If you told me that my last dinner in Kansas City before starting the long drive back to Texas would be at the “train station,” I’d have told you you might be nuts. But that would have been slighting the rebirth of the city’s mammoth and marble Union Station, once a major railway connection between the civilized East and the rowdy Far West.
The station is now a soaring palace of retail and office space (yes, there’s an Amtrak passing through two or three times a week), plus one exemplary steak and seafood house named Pierpont’s – after the middle name of J.P. Morgan, who knew that the best things in life weren’t necessary free. Executive chef Patrick Williams cured me of several days eating steak and KC’s wonderful barbecue with this seared ahi tuna dish, complete with a wasabi cream and soy-citrus ponzu. It was light, it was delicious, and it wasn’t pork or beef!

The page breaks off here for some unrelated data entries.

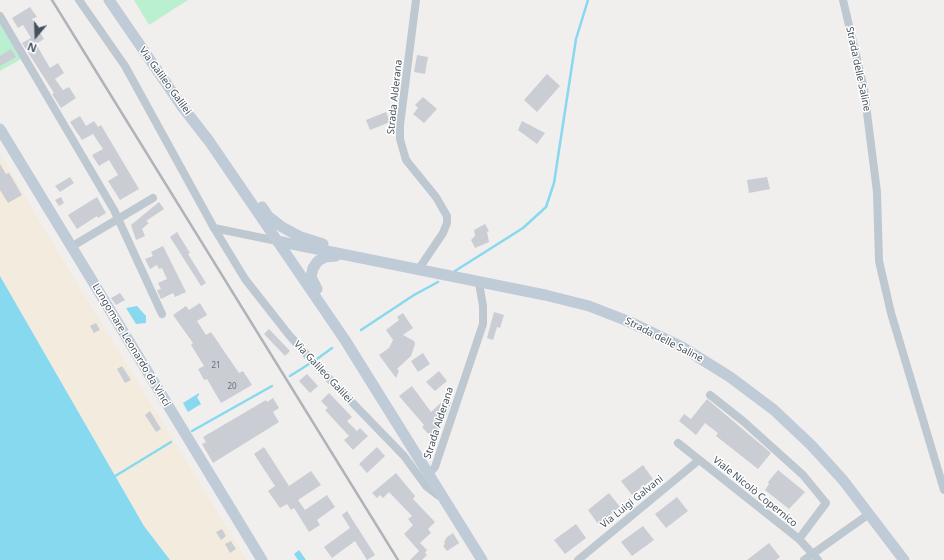 <!DOCTYPE html>
<html>
<head>
<meta charset="utf-8">
<style>
	body { margin:0 }
	#map { position:relative; width:944px; height:560px; overflow:hidden; background:#f1eeee; font-family:"Noto Sans",sans-serif }
	canvas { display:block }
	.north { position:absolute; left:16px; top:16px; width:40px; height:40px; -webkit-text-stroke:3px #fff; paint-order:stroke; rotate:199deg; font-size:11px; font-weight:700; line-height:16px; text-align:center; color:#45515c }
	.north::after { content:''; display:block; margin:auto; width:14px; height:18px; background:#45515c; clip-path:polygon(50% 0,100% 100%,50% 72%,0 100%) }
</style>
</head>
<body>
<div id="map">
<canvas width="944" height="560"></canvas>
<div class="north">N</div>
</div>
<script>
const ctx = document.querySelector('canvas').getContext('2d');
ctx.lineJoin = 'round';
function fill(path, color) { ctx.fillStyle = color; ctx.fill(path, 'evenodd'); }
const poly = rows => new Path2D(rows.map(r => 'M' + r).join(''));
function strokePath(path, color, width, dash) { ctx.strokeStyle = color; ctx.lineWidth = width; ctx.lineCap = dash ? 'butt' : 'round'; ctx.setLineDash(dash || []); ctx.stroke(path); }
function drawText(font, color, halo, rows, align = 'center') {
  ctx.font = font + ' "Noto Sans",sans-serif'; ctx.lineWidth = 3; ctx.setLineDash([]); ctx.textBaseline = 'middle'; ctx.strokeStyle = halo; ctx.fillStyle = color; for (const [text, x, y, turn = 0] of rows) {
    ctx.save(); ctx.translate(x, y); ctx.rotate((+turn || 0) * Math.PI / 180); ctx.textAlign = isNaN(turn) ? turn : align; if (halo) ctx.strokeText(text, 0, 0); ctx.fillText(text, 0, 0); ctx.restore();
  }
}
const green = poly([
	[134,0,188,0,149,25],
	[0,24,21,59,0,71]
]);
const sand = poly([
	[0,154,68,268,247,560,170,560,144,526,0,276]
]);
const water = poly([
	[0,276,144,526,170,560,0,560],
	[137,306,146,316,146,323,136,324,126,308],
	[199,393,199,395,197,397,201,404,188,412,183,403],
	[299,550,306,560,298,560,294,554]
]);
const stream = poly([
	[455,271,523,228,546,207,554,183,576,39,588,0],
	[361,330,414,295,438,282],
	[317,359,332,348],
	[290,376,309,364],
	[192,431,272,386],
	[112,478,171,442]
]);
const building = poly([
	[30,7,37,17,32,19,44,39,36,44,50,68,58,63,64,73,55,79,63,90,69,87,76,98,61,108,52,94,54,93,22,43,31,38,23,25,18,28,12,18],
	[11,49,16,57,0,66,0,56],
	[417,55,428,57,425,74,414,72],
	[547,74,560,86,537,112,524,100],
	[423,97,437,109,424,123,413,114,418,108,415,105],
	[386,112,390,122,370,130,366,120],
	[80,116,86,126,94,121,98,127,101,125,139,189,120,200,108,181,118,175,109,160,99,166,92,155,103,149,93,134,82,140,70,122],
	[522,121,545,133,537,144,518,130],
	[0,164,6,174,9,173,22,195,8,203,0,190],
	[70,177,74,183,60,192,55,186],
	[767,177,770,189,749,193,747,180],
	[61,197,64,203,59,206,55,200],
	[97,197,106,213,98,218,97,216,77,229,68,215],
	[159,202,164,209,146,221,149,223,142,229,145,236,136,240,131,225],
	[485,224,489,231,487,232,489,242,475,248,471,240,475,236,474,230],
	[177,232,190,253,188,254,206,283,201,286,170,237],
	[163,246,186,292,175,297,173,293,161,299,157,290,161,289,158,283,167,279,162,268,159,269,157,265,150,269,145,259,153,256,151,252],
	[120,293,125,300,116,305,111,298],
	[200,303,207,315,197,321,206,335,211,332,239,373,243,371,252,385,221,403,207,379,204,380,198,369,204,366,191,345,193,343,173,315,186,306,189,310],
	[494,312,504,315,500,328,497,327,493,340,487,338],
	[403,313,413,328,403,335,414,341,415,344,411,356,397,369,399,371,396,378,379,355,389,348,393,340,386,330,399,320,397,317],
	[96,323,100,330,94,333,90,326],
	[269,329,290,351,285,356,264,334],
	[423,353,430,364,418,372,411,361],
	[122,366,131,380,125,383,117,369],
	[439,371,447,381,435,391,426,382],
	[307,374,318,386,310,393,299,381],
	[412,386,431,412,447,397,451,402,446,416,439,426,441,429,431,437,422,427,424,425,399,396],
	[329,393,352,417,347,421,357,431,360,428,368,436,353,450,344,440,349,436,325,410,328,408,321,401],
	[273,398,279,408,273,412,279,422,213,463,202,444,206,442,203,437,266,400,267,402],
	[707,399,771,453,758,469,716,436,718,433,705,423,696,435,679,421,684,414,691,419],
	[150,411,161,429,156,432,145,415],
	[264,447,289,486,311,471,321,485,298,500,305,510,327,495,335,507,317,520,320,525,309,532,294,508,291,510,287,504,280,508,268,491,275,486,254,454],
	[377,447,385,456,367,473,359,464],
	[643,465,653,479,632,495,621,481],
	[778,470,805,492,789,509,765,490,769,484,768,482],
	[396,473,415,496,413,499,435,522,428,529,431,533,420,543,427,550,425,553,427,555,422,560,410,560,419,551,404,534,413,525,408,519,412,516,389,492,383,498,380,495,377,498,372,493],
	[609,493,620,507,598,524,588,510],
	[677,497,688,511,666,528,655,514],
	[347,511,375,555,367,560,355,541,332,558,324,547,350,528,342,515],
	[576,524,586,538,565,554,554,540],
	[643,526,654,540,632,556,621,542],
	[222,529,226,536,221,540,216,532],
	[453,533,459,543,447,551,443,546,445,544,444,542,447,537],
	[231,541,236,549,230,553,225,544],
	[769,543,780,557,776,560,747,560]
]);
const street = poly([
	[79,0,125,66,214,228,245,279,289,335,316,365,404,456,426,486,439,496],
	[416,0,400,125,400,139,406,160,436,197,447,216,447,223,443,233,418,270],
	[843,0,864,89,877,192,879,261,891,313,944,490],
	[0,16,114,210,162,314],
	[214,228,277,241],
	[71,247,153,198],
	[710,395,743,421,803,475,826,503,799,539],
	[678,443,799,539,818,560],
	[429,474,435,467,483,324,483,306,479,283],
	[578,560,699,460],
	[804,560,869,514]
]);
const secondary = poly([
	[109,0,181,105,209,141,345,340,482,560],
	[0,129,262,560],
	[262,207,268,216,282,227,301,237,323,244],
	[277,241,545,295,589,306,630,322,682,347,730,377,774,410,811,445,843,480,904,560],
	[317,289,311,277,313,268,318,261,325,257,336,256]
]);
const rail = poly([
	[52,0,398,560]
]);
const numberNames = [
	["21",216,366],
	["20",232,387]
];
const streetNames = [
	["Strada delle Saline",858,69,78],
	["Via Galileo Galilei",165,81,54],
	["Strada Alderana",395,97,-84],
	["Strada delle Saline",664,340,27],
	["Lungomare Leonardo da Vinci",131,345,59],
	["Via Galileo Galilei",323,372,47],
	["Strada Alderana",439,423,-72],
	["Viale Nicolò Copernico",755,492,39],
	["Via Luigi Galvani",632,502,-39]
];
fill(green, '#baf0cf');
fill(sand, '#f3ecde');
fill(water, '#86d9ee');
strokePath(stream, '#86d9ee', 2.5);
fill(building, '#cacdd3');
strokePath(street, '#bec8d1', 8);
strokePath(secondary, '#c0cbd8', 11);
strokePath(rail, '#b0b3b9', 2.5);
drawText('8px', '#66707a', null, numberNames);
drawText('10px', '#45515c', '#fff', streetNames);
</script>
</body>
</html>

Despite Chef Patrick’s lighter touches – learned cooking many places, including the city’s legendary-for-decades American Restaurant at the middle of the Hallmark-crazed Crown Center – Pierpont’s showed a perfect mastery of Old School classics like this Oscar. Underneath it all, it’s a steak, but that doesn’t shortchange you on hollandaise (obviously) or “Oscar at the Waldorf’s” traditional side of asparagus.
For dessert, we tried one thing that caught fire and one thing that didn’t. The dessert that didn’t was a dense and intense chocolate brownie served warm, gone all “sundae” on us with the addition of vanilla ice cream and caramel sauce.
The dessert that did catch fire was a bread pudding, expertly flambeed tableside by our charming, well-spoken server named Courtney. She didn’t lose her concentration when Chef Patrick made a joke about not lighting her hair “this time.” And she even taught me a new trick for flambeeing, carefully twirling the flaming plate around to spread out the burning alcohol and evenly caramelize the sugars. Yes kids, I shall try this at home.